**Stored data**.
____________
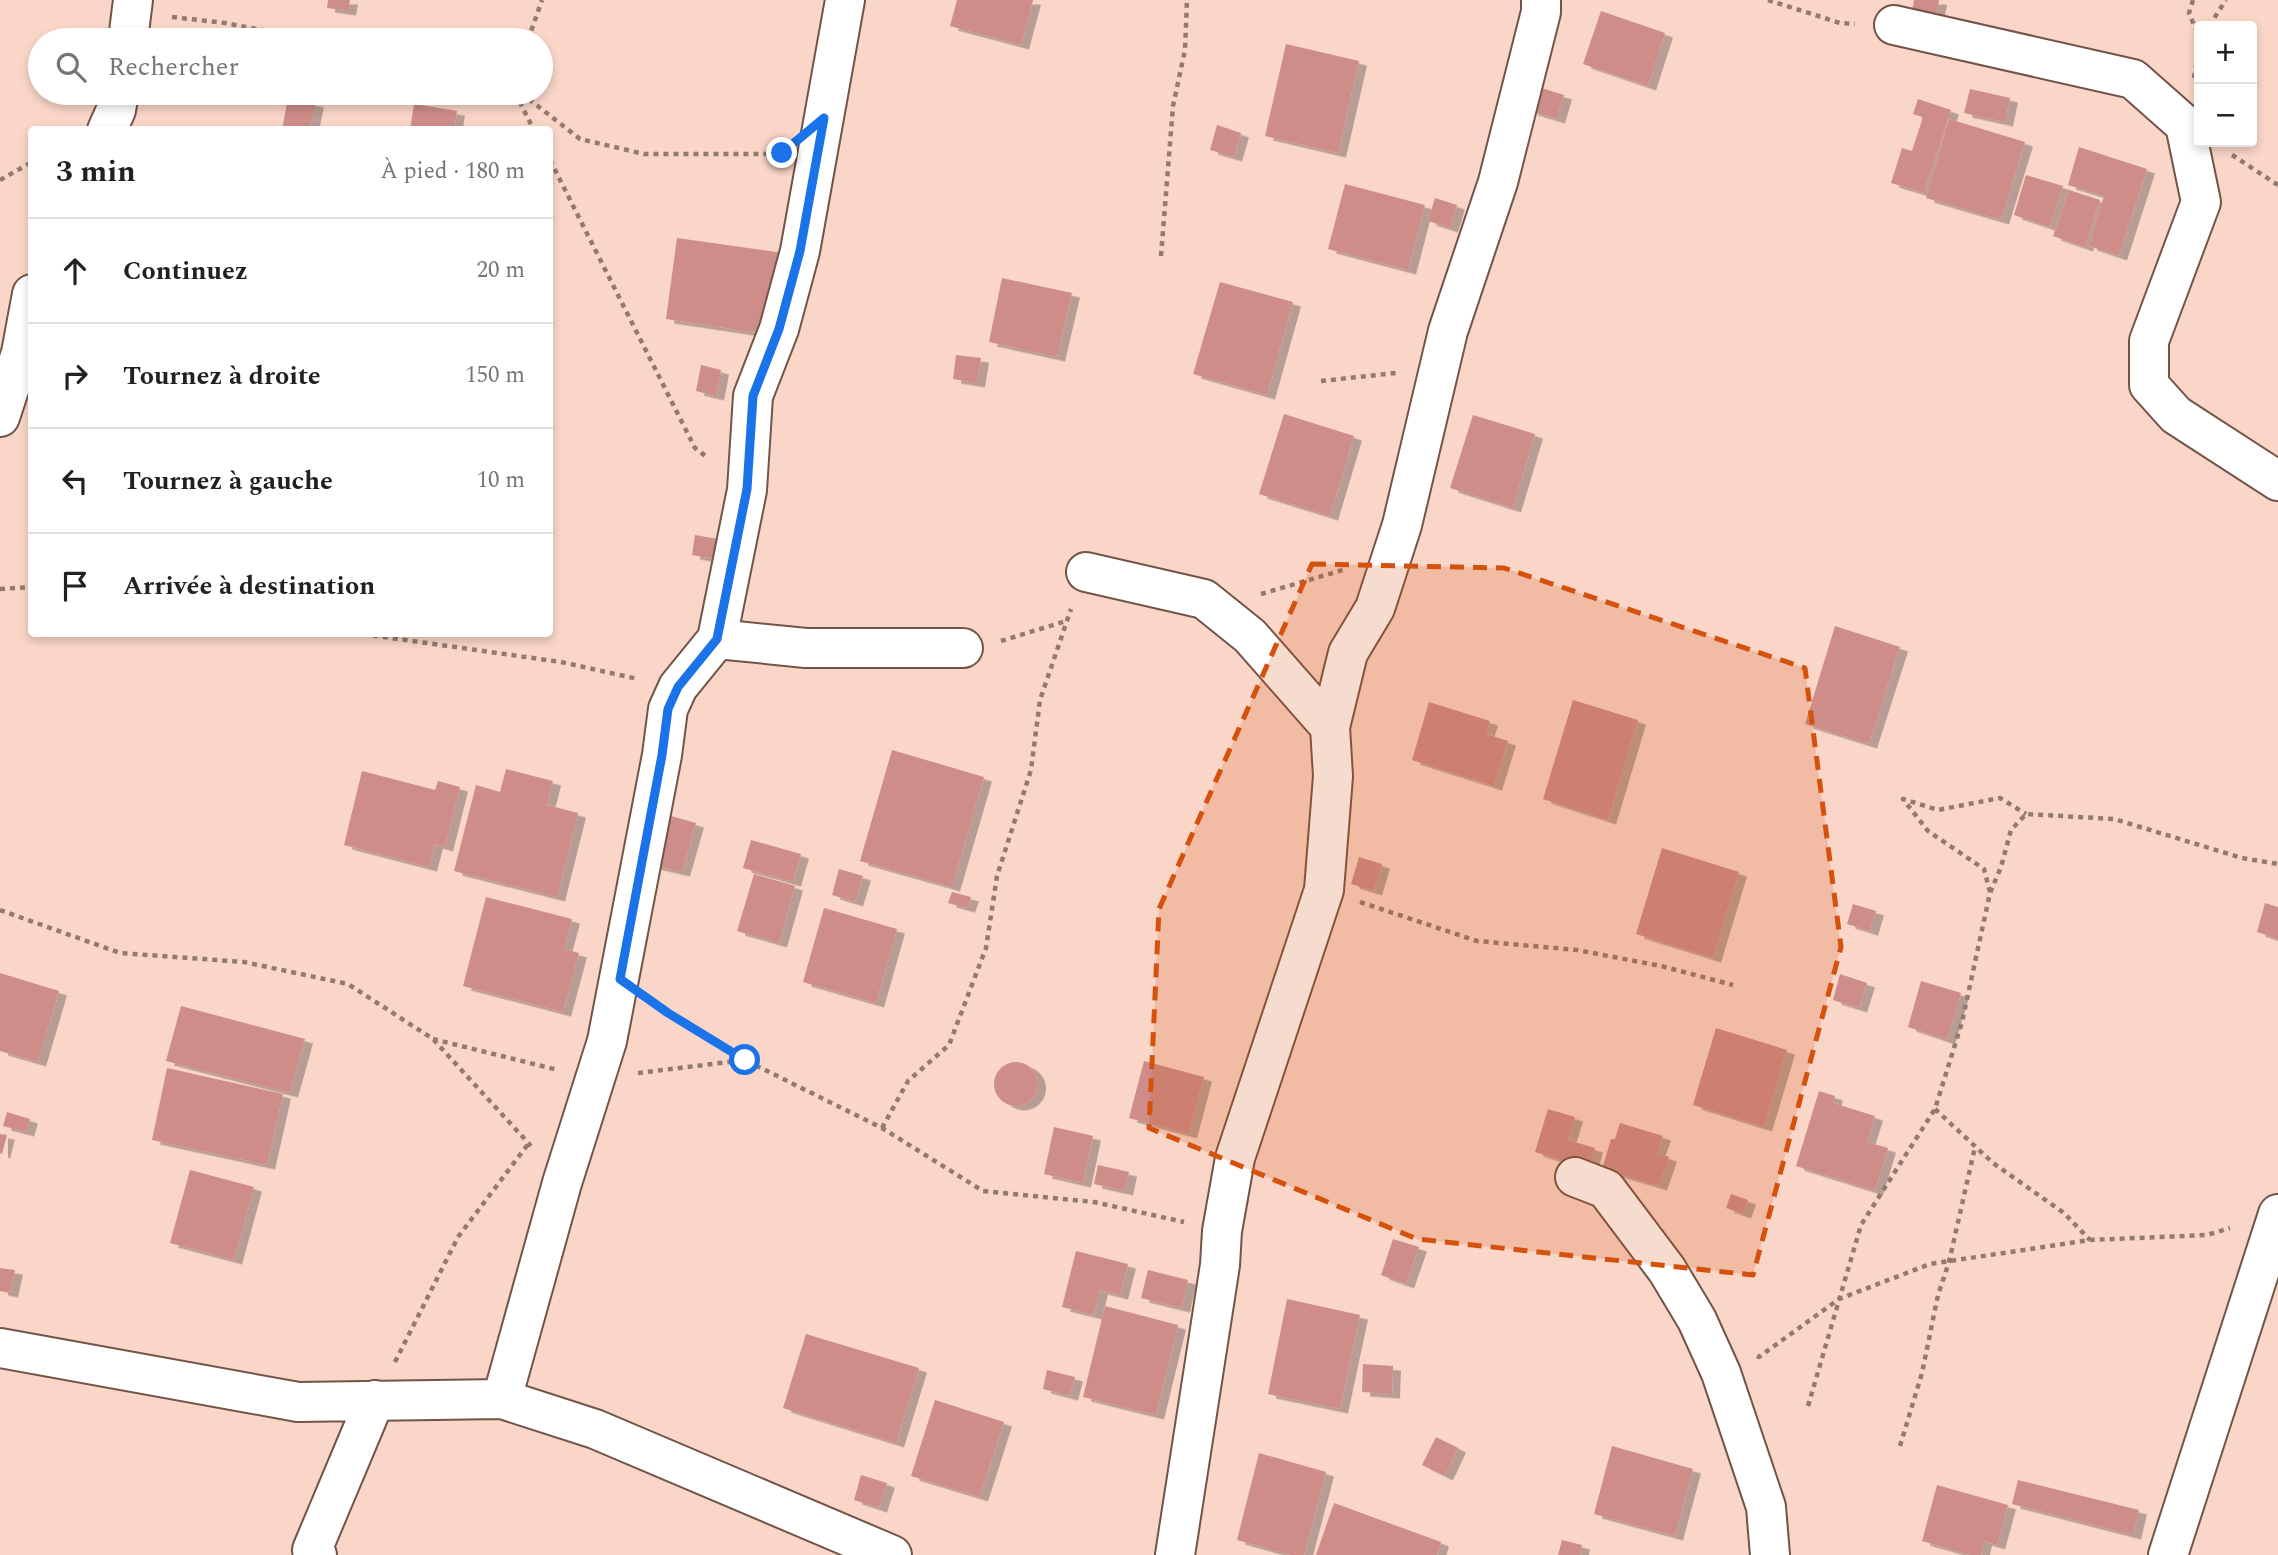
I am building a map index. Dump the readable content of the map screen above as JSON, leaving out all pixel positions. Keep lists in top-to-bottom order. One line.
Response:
{"page":{"map_buttons":["+","−"],"search":"Rechercher","heading":["3 min","À pied · 180 m"],"list":[["Continuez","20 m"],["Tournez à droite","150 m"],["Tournez à gauche","10 m"],"Arrivée à destination"]}}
____________
**Your assignment**.
Your task is to repeat the material above exactly, without its pictures.

**Task answer**.
I am building a map index. Dump the readable content of the map screen above as JSON, leaving out all pixel positions. Keep lists in top-to-bottom order. One line.
Response:
{"page":{"map_buttons":["+","−"],"search":"Rechercher","heading":["3 min","À pied · 180 m"],"list":[["Continuez","20 m"],["Tournez à droite","150 m"],["Tournez à gauche","10 m"],"Arrivée à destination"]}}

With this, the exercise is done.